Anti-inflammatory drugs with high potency and low systemic adverse effects, such as budesonide, are drugs of choice for the treatment of ulcerative colitis (UC). Budesonide controlled-release formulations are now being used to induce and maintain clinical remission of Crohn's disease. Budesonide-dextran conjugates were synthesized as novel prodrugs of budesonide for oral controlled delivery of the major part of the drug to the colon without needing to coat the pellets of the drug. The aim of this study was to evaluate the in vivo efficacy of this conjugate against acetic acid-induced colitis in rats.

Experimental UC was induced by rectal instillation of 4% solution of acetic acid to rats. After induction of colitis, rats were treated with vehicle (dextran solution), mesalasine (120 mg/kg), budesonide suspension (300 microg/kg) and BSD-70 (equivalent to 300 microg/kg of budesonide), prednisolon (4 mg/kg), hydrocortisone acetate enema (20 mg/kg), and 5-ASA enema (Asacol) (400 mg/kg) for 5 days and then colon macroscopic and microscopic sections were examined for inflammatory response.

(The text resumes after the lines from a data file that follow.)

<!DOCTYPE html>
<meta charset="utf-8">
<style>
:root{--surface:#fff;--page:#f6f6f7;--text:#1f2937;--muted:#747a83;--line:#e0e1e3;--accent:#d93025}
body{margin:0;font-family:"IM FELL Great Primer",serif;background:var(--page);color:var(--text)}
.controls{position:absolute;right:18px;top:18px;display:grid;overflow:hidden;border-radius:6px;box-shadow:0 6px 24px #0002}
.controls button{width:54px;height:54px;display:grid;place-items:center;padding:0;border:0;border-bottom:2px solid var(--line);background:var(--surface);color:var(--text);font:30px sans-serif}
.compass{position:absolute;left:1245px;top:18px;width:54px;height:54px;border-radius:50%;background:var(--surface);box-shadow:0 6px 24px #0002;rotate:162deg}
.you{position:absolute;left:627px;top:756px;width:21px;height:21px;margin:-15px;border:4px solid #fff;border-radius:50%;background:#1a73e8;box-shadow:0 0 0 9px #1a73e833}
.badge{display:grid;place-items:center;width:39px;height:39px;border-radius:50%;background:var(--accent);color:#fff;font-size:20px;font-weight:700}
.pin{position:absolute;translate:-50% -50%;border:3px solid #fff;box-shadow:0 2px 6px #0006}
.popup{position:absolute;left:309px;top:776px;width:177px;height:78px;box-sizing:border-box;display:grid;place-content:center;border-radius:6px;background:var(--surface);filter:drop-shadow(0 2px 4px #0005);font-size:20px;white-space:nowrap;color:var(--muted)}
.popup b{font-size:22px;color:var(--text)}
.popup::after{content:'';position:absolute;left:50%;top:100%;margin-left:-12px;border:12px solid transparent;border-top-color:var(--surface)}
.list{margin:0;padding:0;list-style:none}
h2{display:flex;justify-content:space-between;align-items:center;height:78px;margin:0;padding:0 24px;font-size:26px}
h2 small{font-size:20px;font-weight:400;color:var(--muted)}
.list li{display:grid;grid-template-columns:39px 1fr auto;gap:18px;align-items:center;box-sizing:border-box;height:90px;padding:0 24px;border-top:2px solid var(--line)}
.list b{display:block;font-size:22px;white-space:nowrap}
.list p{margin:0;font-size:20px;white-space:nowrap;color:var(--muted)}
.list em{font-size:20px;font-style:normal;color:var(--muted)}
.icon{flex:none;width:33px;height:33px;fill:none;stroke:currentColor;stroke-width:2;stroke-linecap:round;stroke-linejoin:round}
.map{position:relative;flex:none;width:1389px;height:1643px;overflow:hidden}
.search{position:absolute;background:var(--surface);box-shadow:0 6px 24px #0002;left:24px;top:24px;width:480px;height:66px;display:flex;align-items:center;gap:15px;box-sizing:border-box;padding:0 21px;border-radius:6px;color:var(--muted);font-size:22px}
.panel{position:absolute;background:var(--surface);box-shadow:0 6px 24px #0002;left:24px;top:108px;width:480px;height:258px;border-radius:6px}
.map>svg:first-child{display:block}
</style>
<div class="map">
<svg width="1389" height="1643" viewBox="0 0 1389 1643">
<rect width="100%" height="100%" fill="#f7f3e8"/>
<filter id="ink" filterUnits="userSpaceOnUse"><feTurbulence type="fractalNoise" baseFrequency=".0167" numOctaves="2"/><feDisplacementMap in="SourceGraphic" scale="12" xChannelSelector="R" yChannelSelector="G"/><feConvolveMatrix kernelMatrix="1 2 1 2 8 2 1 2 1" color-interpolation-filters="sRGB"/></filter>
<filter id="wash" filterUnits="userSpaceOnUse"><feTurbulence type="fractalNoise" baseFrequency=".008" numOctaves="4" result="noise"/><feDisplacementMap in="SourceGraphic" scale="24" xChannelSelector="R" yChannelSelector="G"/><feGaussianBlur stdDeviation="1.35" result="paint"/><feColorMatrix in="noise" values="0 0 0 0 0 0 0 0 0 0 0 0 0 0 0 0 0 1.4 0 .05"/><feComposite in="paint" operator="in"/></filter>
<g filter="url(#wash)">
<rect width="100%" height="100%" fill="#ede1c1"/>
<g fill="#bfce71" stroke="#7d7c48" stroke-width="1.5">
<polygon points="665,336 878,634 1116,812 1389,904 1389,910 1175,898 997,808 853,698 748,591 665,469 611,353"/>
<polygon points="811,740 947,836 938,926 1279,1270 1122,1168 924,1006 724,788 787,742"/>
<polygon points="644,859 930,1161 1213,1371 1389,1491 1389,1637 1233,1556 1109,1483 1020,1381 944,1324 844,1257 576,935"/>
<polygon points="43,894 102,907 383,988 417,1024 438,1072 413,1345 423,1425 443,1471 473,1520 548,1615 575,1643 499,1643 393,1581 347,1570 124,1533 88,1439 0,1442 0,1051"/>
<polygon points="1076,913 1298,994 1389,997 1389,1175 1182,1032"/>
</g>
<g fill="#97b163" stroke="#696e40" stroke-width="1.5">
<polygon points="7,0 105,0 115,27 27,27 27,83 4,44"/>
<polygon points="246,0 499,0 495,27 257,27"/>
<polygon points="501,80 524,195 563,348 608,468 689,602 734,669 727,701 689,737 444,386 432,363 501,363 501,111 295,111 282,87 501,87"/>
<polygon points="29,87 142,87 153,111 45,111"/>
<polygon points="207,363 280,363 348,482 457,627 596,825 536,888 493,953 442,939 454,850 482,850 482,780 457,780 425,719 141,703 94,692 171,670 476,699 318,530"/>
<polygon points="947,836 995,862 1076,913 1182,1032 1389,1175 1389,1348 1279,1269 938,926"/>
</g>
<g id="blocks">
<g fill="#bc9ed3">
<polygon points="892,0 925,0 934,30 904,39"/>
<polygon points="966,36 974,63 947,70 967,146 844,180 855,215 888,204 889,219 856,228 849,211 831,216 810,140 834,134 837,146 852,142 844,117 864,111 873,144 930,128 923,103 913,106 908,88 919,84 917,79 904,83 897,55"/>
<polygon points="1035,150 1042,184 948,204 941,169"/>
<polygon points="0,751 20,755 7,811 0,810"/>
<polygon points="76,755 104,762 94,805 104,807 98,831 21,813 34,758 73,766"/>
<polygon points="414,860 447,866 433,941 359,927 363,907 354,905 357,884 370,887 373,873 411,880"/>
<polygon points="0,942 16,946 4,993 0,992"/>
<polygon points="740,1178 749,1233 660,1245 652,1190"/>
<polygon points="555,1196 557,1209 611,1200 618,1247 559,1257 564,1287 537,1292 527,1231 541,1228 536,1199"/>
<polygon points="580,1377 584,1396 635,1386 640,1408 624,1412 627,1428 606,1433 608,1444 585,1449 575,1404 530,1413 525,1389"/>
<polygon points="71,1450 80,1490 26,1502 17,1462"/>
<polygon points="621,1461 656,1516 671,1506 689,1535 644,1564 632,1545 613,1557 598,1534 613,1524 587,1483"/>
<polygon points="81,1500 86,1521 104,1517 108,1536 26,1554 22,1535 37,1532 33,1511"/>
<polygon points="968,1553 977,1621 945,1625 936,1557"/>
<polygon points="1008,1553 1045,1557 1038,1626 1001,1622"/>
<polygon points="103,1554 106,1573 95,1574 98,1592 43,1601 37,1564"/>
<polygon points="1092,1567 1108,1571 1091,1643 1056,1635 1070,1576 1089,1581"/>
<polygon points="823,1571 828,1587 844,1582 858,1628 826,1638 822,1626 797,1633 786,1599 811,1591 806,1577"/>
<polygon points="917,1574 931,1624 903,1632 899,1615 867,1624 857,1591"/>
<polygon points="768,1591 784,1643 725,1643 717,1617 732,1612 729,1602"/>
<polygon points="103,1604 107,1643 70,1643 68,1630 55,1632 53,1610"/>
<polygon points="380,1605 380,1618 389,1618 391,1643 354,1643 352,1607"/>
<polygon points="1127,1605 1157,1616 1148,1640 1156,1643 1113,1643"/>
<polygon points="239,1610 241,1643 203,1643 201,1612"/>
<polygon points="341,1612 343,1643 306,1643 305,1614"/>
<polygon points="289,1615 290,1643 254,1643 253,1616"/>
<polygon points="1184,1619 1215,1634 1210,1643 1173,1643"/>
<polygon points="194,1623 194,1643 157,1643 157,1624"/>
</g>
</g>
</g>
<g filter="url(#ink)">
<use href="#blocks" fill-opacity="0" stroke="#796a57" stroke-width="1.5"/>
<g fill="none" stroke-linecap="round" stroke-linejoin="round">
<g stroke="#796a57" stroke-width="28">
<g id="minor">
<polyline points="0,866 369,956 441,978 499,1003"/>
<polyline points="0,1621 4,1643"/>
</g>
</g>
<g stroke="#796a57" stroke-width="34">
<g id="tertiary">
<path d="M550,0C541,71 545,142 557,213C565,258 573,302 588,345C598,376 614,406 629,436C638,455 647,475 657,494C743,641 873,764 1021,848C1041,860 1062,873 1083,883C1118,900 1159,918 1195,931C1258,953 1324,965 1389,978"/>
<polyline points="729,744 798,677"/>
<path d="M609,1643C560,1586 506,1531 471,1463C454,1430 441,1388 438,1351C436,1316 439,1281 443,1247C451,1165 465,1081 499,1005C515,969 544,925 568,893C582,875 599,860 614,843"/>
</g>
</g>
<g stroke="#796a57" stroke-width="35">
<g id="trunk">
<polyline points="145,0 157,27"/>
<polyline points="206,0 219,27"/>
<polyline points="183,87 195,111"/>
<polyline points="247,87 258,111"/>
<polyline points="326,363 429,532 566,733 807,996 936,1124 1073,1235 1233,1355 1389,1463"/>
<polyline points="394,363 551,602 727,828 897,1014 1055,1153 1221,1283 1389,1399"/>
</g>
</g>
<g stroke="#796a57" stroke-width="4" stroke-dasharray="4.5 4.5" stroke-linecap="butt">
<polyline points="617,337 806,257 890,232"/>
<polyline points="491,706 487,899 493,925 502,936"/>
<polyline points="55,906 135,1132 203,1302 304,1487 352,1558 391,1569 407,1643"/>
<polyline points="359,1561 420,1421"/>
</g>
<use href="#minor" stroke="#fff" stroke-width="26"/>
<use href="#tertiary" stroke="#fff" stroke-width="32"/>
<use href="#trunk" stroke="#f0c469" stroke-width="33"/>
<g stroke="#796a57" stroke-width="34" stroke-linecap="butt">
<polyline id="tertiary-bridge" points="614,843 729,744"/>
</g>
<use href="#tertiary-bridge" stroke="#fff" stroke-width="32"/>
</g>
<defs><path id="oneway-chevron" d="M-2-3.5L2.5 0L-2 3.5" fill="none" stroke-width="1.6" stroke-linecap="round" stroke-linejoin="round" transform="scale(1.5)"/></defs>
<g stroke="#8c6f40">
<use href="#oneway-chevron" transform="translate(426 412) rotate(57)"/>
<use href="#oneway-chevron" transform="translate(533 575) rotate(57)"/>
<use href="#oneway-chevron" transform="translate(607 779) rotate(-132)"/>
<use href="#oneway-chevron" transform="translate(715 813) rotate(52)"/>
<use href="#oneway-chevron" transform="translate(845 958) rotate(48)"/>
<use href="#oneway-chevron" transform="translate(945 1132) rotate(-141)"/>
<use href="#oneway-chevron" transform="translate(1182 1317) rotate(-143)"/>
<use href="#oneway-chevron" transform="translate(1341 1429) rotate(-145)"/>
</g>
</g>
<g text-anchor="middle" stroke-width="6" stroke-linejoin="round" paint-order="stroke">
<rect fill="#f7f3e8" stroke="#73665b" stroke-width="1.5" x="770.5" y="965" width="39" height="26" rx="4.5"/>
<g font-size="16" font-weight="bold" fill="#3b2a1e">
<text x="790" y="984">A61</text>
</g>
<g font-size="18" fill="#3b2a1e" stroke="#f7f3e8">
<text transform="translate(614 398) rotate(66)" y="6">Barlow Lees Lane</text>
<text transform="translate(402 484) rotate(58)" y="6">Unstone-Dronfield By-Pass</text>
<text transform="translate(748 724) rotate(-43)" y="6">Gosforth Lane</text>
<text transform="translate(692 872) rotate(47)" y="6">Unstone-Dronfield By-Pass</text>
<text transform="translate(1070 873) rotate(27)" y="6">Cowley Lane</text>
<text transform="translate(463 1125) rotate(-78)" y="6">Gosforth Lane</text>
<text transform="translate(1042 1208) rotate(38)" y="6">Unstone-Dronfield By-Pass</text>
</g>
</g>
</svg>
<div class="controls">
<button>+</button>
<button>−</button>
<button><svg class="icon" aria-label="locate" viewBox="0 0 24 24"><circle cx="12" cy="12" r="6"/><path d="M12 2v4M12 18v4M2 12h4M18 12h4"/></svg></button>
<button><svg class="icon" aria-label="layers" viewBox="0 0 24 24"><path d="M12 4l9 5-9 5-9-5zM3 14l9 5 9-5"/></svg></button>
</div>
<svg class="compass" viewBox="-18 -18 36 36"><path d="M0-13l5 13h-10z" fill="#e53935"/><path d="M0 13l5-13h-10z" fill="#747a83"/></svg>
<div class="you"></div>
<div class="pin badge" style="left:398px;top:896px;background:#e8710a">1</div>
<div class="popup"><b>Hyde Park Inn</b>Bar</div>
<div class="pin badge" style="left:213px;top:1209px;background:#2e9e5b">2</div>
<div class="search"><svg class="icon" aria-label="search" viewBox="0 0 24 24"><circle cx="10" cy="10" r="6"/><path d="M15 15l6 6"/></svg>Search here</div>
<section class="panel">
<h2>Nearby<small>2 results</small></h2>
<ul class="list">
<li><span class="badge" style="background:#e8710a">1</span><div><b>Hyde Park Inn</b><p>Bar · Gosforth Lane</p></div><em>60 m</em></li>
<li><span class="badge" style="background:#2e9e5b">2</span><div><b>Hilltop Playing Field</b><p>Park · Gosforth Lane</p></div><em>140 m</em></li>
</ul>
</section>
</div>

Vehicle-treated rats presented bloody diarrhoea and gross lesions. The effective formulations for attenuating the damage were BSD-70, oral prednisolon and hydrocortisone acetate enema. Rats treated with BSD-70 showed huge improvement in macroscopic and histological scores of colitis compared to the negative control group and mesalasine and budesonide suspension.

Data indicated that budesonide-dextran conjugate is effective in improving signs of inflammation in experimental model of colitis through selective delivery of the drug to the inflamed area.